YOUR GOAL: Copy each line containing "nowrap" from the listing below.
__________________________________________________
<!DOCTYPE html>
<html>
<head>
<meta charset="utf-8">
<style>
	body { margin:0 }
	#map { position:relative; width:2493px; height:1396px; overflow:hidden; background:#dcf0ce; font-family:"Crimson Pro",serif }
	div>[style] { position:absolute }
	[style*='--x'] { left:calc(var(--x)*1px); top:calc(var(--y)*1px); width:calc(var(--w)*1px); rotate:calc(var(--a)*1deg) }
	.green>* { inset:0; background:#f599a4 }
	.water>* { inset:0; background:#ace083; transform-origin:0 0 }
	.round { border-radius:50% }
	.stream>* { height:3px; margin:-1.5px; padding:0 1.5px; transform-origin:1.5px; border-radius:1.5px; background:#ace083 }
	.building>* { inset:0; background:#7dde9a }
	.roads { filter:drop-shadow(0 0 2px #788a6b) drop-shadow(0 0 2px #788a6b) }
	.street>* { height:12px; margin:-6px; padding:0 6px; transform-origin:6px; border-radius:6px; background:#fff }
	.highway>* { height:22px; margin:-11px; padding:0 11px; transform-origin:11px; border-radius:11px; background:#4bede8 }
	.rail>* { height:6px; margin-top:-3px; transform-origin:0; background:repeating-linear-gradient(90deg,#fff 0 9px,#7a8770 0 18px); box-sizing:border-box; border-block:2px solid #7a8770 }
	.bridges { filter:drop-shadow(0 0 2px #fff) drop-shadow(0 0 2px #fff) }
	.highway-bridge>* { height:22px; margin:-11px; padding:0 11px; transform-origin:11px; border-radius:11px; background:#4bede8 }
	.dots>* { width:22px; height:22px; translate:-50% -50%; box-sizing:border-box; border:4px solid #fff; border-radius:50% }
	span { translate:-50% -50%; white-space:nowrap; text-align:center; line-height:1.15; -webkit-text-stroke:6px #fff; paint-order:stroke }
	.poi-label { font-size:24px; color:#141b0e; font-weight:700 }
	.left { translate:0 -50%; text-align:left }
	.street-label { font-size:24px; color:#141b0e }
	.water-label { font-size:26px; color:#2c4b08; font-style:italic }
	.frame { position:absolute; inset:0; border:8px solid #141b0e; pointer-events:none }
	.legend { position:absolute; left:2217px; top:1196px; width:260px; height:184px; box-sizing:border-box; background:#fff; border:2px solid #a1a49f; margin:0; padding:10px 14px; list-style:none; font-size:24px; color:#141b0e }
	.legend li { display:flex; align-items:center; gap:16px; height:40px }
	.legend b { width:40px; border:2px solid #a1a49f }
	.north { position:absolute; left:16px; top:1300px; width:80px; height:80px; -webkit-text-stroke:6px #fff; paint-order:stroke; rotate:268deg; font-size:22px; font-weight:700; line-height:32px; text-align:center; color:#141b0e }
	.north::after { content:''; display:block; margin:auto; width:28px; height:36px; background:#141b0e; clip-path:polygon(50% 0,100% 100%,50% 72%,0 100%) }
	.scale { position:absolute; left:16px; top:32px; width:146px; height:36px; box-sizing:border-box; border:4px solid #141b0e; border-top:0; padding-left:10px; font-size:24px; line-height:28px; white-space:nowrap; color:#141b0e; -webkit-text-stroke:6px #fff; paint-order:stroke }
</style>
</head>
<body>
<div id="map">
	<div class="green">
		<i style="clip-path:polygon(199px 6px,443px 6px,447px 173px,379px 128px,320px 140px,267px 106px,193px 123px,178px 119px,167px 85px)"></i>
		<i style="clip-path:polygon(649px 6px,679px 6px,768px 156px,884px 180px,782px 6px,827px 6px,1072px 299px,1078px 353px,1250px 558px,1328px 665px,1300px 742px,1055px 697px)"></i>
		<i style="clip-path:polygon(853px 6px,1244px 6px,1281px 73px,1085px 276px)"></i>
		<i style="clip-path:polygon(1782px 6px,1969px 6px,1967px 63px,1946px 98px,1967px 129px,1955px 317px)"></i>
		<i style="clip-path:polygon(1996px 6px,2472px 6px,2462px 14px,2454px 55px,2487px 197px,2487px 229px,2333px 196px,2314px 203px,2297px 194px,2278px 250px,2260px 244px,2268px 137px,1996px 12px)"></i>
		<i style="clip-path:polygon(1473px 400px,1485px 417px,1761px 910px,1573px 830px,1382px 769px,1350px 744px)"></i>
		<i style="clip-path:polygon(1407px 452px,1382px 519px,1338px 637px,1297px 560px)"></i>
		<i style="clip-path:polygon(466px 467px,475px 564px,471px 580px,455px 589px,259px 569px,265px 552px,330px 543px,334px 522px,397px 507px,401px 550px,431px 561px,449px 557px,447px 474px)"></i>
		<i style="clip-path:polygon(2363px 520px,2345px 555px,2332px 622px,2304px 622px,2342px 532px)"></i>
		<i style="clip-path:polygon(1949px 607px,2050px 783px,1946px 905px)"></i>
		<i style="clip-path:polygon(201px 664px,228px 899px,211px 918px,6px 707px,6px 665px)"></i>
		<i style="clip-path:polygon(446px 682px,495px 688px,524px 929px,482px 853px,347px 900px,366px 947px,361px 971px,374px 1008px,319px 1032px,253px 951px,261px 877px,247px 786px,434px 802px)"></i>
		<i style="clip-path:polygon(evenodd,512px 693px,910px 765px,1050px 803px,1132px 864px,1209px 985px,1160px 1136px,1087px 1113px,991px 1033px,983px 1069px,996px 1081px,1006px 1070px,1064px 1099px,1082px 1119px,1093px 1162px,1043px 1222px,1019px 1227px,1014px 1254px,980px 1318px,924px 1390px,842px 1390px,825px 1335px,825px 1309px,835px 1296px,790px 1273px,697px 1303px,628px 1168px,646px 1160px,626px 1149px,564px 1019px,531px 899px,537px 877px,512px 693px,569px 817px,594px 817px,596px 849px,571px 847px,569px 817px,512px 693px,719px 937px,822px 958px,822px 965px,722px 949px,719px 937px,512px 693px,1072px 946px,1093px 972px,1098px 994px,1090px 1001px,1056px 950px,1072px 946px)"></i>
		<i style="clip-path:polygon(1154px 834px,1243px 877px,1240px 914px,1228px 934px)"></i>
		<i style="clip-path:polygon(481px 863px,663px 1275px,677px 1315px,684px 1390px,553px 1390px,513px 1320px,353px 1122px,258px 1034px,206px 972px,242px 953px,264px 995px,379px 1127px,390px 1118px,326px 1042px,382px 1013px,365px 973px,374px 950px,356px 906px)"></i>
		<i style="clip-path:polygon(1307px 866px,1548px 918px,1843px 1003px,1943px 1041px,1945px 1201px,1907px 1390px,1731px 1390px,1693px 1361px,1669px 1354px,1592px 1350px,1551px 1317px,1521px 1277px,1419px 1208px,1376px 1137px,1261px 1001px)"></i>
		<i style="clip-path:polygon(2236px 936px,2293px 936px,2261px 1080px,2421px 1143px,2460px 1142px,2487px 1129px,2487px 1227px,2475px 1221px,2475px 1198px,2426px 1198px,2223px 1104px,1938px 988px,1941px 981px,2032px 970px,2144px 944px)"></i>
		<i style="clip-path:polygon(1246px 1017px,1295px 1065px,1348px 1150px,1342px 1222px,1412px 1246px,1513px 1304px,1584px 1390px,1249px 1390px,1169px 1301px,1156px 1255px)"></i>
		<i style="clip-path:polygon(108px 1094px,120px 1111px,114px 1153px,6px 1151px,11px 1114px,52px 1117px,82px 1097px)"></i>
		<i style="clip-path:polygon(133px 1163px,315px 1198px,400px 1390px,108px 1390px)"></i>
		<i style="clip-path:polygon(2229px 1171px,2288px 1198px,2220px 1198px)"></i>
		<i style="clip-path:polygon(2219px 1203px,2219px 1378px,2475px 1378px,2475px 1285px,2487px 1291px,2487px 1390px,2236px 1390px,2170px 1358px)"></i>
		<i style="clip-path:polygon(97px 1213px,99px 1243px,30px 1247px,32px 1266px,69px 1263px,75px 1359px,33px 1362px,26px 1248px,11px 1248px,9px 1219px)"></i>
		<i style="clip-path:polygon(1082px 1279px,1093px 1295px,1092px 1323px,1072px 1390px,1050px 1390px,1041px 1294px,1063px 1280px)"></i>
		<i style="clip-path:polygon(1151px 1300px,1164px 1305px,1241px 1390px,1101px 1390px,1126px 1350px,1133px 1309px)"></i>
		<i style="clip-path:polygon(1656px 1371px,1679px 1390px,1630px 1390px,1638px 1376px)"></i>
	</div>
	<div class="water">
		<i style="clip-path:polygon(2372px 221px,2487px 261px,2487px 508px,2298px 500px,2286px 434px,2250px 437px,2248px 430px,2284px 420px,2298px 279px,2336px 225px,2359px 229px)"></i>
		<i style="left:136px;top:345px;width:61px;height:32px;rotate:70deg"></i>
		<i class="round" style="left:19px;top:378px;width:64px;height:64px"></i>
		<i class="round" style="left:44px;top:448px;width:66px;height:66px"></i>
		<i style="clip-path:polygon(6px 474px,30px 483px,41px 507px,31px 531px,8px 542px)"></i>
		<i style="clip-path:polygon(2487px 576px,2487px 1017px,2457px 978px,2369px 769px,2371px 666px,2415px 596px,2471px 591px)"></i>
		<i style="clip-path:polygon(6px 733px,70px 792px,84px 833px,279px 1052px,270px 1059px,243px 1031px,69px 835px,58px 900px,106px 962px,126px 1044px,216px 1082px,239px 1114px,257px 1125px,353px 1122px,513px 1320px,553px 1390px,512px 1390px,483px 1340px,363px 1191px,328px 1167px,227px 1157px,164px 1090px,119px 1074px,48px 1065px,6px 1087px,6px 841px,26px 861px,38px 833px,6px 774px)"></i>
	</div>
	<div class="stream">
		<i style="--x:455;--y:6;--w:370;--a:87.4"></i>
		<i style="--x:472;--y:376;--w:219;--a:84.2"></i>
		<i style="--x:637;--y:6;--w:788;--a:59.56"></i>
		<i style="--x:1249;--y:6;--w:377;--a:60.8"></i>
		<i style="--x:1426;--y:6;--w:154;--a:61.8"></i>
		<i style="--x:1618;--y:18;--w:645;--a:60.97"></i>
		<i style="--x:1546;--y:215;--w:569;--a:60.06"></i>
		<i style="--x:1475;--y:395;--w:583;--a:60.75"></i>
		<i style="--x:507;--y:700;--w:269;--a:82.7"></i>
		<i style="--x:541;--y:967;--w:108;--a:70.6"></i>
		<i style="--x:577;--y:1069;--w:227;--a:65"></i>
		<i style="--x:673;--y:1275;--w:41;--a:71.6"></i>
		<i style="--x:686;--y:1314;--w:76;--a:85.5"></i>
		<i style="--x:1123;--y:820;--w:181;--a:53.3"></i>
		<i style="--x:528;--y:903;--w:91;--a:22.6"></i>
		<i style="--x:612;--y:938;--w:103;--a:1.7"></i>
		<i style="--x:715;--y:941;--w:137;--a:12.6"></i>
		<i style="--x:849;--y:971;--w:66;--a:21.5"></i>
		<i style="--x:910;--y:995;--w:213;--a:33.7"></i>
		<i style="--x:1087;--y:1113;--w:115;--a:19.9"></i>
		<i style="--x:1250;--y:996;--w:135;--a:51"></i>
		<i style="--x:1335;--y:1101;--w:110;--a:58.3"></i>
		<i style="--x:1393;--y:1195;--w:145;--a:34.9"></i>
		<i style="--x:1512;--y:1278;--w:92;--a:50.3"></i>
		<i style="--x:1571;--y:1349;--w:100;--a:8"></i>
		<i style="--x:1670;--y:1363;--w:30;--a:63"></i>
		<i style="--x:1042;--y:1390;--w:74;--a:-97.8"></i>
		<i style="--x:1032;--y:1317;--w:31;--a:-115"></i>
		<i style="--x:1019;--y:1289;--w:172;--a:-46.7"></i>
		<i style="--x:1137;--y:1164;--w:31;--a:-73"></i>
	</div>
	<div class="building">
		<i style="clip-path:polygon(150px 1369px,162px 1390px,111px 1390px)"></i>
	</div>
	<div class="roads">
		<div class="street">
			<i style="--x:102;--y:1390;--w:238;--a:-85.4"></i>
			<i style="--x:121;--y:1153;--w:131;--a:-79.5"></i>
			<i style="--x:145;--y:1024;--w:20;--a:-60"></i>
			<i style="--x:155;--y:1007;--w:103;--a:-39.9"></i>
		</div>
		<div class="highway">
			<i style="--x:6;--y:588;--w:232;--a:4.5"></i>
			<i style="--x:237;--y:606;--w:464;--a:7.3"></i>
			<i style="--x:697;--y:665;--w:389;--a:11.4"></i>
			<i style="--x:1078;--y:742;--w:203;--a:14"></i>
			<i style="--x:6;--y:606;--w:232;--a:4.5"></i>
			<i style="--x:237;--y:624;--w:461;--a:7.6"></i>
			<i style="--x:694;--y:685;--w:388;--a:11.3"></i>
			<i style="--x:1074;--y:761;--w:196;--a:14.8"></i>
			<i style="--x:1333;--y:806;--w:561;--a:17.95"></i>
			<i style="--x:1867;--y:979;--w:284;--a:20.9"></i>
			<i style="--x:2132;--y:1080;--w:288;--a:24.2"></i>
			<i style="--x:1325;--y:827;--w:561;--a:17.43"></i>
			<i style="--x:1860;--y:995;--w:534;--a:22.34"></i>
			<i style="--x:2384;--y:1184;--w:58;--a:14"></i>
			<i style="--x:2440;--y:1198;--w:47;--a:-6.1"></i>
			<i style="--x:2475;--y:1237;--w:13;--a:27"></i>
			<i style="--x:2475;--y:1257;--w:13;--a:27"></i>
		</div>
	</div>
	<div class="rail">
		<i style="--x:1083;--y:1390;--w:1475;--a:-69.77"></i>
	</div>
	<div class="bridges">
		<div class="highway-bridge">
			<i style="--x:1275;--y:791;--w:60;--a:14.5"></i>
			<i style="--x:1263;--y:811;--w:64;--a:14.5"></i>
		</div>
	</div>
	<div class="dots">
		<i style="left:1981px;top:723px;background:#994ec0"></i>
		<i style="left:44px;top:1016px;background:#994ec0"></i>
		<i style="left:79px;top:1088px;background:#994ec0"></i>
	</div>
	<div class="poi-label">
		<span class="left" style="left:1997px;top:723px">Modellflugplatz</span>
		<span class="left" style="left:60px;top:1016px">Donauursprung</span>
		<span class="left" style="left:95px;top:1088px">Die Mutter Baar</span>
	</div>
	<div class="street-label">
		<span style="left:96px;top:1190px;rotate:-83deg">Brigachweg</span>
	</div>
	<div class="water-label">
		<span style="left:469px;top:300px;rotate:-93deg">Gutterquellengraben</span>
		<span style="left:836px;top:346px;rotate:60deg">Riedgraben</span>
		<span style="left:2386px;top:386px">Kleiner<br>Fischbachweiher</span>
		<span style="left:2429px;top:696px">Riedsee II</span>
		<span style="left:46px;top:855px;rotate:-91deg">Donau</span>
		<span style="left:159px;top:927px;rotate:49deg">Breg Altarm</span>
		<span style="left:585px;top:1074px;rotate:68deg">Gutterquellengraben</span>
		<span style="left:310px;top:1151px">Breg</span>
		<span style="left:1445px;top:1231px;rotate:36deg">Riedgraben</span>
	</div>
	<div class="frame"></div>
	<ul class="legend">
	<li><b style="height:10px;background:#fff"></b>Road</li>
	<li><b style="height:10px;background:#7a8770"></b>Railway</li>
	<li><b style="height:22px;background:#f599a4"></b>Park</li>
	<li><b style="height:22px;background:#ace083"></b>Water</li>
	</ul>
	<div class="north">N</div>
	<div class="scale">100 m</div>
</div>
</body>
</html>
__________________________________________________
SOLUTION FOR THIS PROBLEM:
	span { translate:-50% -50%; white-space:nowrap; text-align:center; line-height:1.15; -webkit-text-stroke:6px #fff; paint-order:stroke }
	.scale { position:absolute; left:16px; top:32px; width:146px; height:36px; box-sizing:border-box; border:4px solid #141b0e; border-top:0; padding-left:10px; font-size:24px; line-height:28px; white-space:nowrap; color:#141b0e; -webkit-text-stroke:6px #fff; paint-order:stroke }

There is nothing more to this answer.